((
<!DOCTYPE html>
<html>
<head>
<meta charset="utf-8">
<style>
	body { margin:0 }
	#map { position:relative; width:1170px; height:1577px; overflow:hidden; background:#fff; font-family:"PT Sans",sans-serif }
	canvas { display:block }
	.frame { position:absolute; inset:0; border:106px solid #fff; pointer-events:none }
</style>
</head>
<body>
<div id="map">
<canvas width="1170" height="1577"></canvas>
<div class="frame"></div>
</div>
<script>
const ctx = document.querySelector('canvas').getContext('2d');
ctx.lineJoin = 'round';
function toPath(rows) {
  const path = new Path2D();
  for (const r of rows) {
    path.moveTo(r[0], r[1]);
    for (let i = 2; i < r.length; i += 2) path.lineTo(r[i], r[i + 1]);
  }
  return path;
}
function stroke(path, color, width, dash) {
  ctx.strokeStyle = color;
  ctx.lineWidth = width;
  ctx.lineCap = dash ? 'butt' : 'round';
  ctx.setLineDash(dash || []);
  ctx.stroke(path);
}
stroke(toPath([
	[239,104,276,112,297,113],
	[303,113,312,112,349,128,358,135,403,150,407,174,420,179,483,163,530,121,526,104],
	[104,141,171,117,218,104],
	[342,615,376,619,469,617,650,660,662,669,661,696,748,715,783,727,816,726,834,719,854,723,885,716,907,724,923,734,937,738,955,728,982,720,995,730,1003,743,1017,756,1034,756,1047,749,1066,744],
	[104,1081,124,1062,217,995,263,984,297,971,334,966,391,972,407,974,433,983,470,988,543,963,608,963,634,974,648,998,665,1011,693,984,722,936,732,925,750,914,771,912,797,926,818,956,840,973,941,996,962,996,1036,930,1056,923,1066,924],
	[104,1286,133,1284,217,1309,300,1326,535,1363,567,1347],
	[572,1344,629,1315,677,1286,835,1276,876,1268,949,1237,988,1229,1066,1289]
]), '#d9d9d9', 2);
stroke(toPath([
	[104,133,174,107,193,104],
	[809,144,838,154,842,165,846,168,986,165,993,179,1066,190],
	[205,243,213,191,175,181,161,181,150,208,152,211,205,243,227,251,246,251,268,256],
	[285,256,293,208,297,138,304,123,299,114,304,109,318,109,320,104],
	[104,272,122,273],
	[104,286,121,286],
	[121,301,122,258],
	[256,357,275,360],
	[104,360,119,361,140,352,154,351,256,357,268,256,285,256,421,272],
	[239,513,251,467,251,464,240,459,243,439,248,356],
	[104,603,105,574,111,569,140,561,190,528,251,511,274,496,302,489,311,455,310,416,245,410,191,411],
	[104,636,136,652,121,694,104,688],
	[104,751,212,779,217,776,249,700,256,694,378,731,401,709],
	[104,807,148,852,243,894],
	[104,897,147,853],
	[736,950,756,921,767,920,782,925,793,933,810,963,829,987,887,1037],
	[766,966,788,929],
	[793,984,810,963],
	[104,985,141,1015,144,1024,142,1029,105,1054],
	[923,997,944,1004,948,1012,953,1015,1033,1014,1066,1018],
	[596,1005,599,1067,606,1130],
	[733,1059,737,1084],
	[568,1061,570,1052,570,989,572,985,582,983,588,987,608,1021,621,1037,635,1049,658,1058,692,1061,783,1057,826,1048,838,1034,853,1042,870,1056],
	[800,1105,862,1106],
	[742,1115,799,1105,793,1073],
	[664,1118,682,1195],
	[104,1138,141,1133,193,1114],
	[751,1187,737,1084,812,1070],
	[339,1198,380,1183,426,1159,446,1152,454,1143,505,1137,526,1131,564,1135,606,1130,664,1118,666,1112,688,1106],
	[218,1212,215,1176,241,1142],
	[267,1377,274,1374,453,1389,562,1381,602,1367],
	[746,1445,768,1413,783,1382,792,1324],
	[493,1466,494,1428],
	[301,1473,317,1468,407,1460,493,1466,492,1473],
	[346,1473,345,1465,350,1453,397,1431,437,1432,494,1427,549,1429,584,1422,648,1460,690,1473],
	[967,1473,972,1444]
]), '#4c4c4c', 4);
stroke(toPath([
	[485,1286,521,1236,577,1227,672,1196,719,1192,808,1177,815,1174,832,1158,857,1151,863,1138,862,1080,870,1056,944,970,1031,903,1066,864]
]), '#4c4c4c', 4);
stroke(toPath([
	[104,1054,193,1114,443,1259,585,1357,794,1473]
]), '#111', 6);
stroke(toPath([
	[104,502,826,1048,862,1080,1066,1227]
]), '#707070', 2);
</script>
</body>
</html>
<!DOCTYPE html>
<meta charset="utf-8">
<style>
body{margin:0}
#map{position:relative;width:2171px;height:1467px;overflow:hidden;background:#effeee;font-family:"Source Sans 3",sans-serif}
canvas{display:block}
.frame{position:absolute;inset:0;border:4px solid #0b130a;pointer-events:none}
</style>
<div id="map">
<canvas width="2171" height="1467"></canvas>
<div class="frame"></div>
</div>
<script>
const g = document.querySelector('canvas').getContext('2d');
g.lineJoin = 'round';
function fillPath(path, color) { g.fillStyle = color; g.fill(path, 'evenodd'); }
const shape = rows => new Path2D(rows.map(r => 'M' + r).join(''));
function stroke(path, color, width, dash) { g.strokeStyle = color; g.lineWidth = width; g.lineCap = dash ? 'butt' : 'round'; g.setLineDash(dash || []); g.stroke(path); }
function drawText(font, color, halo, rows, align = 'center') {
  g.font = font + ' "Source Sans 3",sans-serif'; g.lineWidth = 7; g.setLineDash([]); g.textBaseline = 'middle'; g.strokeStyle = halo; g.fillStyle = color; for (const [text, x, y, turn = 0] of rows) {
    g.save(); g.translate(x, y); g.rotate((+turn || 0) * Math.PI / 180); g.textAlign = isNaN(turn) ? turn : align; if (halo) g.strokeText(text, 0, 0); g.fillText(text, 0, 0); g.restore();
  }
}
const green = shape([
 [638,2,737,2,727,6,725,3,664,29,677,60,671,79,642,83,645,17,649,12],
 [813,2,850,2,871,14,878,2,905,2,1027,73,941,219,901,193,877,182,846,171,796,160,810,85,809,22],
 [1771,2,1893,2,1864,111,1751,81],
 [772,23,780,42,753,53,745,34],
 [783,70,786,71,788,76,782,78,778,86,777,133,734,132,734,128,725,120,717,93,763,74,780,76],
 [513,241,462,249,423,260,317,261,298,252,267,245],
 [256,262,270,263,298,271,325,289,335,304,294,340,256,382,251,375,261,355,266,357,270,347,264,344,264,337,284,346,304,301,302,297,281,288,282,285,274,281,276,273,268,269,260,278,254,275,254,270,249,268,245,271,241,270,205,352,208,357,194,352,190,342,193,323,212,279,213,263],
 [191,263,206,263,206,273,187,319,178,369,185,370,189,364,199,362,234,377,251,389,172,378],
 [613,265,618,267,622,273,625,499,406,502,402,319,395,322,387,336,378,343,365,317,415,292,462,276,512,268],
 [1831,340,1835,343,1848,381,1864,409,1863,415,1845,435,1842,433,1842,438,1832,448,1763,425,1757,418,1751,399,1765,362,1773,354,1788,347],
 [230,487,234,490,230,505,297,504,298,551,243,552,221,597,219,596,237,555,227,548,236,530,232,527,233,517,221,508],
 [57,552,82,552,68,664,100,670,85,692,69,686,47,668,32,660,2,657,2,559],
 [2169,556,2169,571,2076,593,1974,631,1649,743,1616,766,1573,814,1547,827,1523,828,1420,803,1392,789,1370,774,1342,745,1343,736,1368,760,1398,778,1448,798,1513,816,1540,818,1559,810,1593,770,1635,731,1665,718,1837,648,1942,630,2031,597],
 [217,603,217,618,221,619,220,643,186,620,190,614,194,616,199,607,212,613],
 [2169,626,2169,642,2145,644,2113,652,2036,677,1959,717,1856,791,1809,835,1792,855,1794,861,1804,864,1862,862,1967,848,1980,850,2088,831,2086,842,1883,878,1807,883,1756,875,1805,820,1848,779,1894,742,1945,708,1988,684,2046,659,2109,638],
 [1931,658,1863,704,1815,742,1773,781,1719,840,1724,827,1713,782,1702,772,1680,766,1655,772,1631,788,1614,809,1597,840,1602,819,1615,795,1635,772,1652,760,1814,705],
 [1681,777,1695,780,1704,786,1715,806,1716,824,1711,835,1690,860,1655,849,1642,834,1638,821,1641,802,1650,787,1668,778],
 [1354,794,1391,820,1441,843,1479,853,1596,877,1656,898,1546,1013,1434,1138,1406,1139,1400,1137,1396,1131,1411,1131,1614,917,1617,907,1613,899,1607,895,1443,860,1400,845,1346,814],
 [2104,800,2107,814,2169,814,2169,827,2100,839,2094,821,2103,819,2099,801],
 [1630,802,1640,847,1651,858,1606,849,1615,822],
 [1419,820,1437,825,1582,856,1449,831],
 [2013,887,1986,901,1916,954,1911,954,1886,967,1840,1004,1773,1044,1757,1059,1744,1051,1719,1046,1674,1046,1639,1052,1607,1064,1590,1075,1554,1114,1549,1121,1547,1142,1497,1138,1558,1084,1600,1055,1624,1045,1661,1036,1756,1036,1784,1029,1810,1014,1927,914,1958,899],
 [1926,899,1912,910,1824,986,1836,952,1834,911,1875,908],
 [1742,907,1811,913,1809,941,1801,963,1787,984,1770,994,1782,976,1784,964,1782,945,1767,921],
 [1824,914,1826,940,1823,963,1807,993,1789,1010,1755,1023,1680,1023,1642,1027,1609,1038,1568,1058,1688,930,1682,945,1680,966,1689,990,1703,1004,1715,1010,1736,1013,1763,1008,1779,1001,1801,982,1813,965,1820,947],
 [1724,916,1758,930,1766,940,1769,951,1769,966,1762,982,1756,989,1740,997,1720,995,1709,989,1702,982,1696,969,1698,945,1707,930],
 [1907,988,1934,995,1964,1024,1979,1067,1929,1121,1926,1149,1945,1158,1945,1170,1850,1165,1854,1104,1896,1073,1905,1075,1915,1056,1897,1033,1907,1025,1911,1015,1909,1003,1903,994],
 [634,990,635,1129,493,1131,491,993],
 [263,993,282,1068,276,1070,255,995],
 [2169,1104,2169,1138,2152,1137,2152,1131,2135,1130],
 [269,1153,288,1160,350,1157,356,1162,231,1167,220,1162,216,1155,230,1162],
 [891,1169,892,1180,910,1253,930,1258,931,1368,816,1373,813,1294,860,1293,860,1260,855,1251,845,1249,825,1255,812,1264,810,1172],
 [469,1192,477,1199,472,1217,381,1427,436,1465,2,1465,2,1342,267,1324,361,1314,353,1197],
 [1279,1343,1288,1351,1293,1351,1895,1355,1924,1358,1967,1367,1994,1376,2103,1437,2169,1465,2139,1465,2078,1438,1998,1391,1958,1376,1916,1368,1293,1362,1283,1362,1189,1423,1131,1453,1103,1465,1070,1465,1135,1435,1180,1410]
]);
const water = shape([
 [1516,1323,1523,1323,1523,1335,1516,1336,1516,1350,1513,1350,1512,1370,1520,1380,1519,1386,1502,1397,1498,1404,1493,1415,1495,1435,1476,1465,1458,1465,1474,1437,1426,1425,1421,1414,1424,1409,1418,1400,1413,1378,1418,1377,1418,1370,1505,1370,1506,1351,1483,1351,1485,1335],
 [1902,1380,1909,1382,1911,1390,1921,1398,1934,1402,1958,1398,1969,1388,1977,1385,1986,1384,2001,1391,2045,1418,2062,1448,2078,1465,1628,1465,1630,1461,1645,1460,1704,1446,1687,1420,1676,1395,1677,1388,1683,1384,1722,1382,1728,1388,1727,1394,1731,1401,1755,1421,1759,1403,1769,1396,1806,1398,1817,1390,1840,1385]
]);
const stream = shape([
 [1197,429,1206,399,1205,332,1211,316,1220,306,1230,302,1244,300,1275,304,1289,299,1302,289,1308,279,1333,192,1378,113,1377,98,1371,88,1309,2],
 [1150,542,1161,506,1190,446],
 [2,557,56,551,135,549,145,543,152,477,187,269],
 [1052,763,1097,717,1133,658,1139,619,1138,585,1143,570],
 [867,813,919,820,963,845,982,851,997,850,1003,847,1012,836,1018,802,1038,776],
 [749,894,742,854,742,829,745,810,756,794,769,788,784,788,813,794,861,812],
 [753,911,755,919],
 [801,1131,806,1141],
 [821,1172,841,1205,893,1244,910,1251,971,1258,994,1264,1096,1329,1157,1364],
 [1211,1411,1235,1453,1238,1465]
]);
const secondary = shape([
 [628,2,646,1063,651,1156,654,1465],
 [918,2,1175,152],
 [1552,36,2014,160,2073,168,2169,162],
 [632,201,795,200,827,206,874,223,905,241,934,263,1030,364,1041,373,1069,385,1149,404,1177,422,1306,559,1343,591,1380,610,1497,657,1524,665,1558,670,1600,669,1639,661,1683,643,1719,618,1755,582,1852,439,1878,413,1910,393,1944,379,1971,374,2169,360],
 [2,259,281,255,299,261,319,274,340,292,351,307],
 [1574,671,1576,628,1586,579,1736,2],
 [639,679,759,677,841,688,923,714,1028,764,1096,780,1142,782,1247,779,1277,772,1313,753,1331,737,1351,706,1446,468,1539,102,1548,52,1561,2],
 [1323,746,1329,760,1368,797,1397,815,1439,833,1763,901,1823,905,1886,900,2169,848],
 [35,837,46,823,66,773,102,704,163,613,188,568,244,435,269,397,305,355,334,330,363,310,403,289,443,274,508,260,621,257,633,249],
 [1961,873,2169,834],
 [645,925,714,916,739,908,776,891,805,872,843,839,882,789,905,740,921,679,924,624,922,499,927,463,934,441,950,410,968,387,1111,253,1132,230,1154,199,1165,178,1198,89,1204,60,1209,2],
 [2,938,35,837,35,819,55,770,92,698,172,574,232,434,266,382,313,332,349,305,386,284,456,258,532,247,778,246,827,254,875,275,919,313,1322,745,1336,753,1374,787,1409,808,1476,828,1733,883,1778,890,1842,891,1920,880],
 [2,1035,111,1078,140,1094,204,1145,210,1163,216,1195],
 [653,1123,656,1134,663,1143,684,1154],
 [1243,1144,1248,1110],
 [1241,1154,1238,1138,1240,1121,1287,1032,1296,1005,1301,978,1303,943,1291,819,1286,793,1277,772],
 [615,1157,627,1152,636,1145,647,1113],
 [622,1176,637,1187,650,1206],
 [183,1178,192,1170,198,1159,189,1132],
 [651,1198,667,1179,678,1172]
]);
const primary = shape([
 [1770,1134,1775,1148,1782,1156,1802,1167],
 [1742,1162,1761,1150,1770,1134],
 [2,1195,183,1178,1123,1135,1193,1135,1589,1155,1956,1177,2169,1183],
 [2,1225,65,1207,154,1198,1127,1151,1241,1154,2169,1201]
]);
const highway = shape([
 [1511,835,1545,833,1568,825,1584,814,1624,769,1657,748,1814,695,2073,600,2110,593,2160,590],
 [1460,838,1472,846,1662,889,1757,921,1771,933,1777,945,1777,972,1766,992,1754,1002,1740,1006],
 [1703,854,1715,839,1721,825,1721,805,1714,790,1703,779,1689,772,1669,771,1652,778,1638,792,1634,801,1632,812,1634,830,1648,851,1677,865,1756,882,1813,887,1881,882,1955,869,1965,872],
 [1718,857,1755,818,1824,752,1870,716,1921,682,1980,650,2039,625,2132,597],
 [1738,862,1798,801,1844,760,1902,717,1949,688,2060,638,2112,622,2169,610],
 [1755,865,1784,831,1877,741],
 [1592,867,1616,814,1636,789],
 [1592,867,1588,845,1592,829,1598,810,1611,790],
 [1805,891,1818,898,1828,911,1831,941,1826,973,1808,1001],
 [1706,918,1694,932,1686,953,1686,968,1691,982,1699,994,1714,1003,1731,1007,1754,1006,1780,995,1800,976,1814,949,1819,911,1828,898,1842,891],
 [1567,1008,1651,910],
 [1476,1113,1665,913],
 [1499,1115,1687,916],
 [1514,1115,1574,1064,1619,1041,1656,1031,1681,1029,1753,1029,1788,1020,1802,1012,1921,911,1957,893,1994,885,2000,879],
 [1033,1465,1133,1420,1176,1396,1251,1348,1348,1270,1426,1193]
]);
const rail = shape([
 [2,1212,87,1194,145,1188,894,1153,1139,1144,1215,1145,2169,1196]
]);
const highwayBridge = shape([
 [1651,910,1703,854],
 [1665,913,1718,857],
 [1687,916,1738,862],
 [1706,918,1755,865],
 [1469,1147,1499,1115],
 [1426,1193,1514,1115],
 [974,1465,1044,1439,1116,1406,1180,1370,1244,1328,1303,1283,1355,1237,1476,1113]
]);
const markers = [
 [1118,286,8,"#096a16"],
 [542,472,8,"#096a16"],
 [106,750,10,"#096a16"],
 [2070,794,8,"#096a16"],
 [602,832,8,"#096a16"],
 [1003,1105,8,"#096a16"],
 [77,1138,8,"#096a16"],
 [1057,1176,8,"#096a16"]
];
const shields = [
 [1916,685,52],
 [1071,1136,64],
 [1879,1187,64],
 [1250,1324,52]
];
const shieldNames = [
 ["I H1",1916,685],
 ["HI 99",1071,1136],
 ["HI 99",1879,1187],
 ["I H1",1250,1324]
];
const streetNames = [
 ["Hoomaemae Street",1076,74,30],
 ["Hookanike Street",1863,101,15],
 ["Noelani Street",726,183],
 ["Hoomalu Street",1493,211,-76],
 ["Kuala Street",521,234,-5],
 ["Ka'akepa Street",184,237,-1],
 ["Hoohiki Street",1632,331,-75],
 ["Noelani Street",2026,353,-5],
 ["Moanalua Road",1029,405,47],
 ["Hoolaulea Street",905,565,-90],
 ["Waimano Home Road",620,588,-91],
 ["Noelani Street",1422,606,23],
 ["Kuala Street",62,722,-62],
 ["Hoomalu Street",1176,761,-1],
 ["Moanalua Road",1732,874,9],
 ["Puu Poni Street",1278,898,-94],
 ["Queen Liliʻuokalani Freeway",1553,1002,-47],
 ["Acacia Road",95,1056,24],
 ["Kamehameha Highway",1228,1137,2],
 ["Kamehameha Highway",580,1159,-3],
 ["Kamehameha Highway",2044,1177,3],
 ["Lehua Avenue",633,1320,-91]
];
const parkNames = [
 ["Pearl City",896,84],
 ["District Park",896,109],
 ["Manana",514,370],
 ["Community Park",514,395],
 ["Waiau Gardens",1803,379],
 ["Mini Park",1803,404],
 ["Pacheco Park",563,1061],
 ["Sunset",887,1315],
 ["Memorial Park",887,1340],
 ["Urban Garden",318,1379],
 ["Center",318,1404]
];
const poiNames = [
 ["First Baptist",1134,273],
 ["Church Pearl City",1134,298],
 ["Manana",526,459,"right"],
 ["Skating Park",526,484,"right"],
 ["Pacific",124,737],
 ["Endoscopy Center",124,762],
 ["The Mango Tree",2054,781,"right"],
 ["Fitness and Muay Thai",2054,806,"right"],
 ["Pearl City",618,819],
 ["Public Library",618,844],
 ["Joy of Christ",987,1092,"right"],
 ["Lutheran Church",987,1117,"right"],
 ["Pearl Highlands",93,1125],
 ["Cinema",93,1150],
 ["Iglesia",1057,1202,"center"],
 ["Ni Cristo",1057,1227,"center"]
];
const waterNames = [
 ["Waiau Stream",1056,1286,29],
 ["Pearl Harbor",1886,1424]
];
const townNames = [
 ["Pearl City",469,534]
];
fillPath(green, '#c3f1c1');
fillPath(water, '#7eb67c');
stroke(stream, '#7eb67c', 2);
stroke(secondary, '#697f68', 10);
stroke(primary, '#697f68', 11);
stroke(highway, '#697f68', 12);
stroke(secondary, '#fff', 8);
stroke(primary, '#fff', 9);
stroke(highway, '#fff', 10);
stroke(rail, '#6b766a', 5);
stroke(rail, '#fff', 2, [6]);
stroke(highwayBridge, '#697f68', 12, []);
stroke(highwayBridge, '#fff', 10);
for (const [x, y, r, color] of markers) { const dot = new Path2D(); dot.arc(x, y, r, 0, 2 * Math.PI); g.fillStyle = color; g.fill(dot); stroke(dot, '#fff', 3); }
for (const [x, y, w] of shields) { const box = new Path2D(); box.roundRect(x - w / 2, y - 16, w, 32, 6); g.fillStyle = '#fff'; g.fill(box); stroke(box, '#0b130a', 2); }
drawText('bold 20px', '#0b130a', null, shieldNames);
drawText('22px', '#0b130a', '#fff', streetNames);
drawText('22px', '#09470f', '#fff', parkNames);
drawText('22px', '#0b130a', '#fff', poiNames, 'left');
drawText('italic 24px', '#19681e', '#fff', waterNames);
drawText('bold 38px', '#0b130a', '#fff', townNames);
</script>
))
_Directions_
Looking at the material above, say how many of its lines hold the word "align", giving only the number.

_Expected answer_
2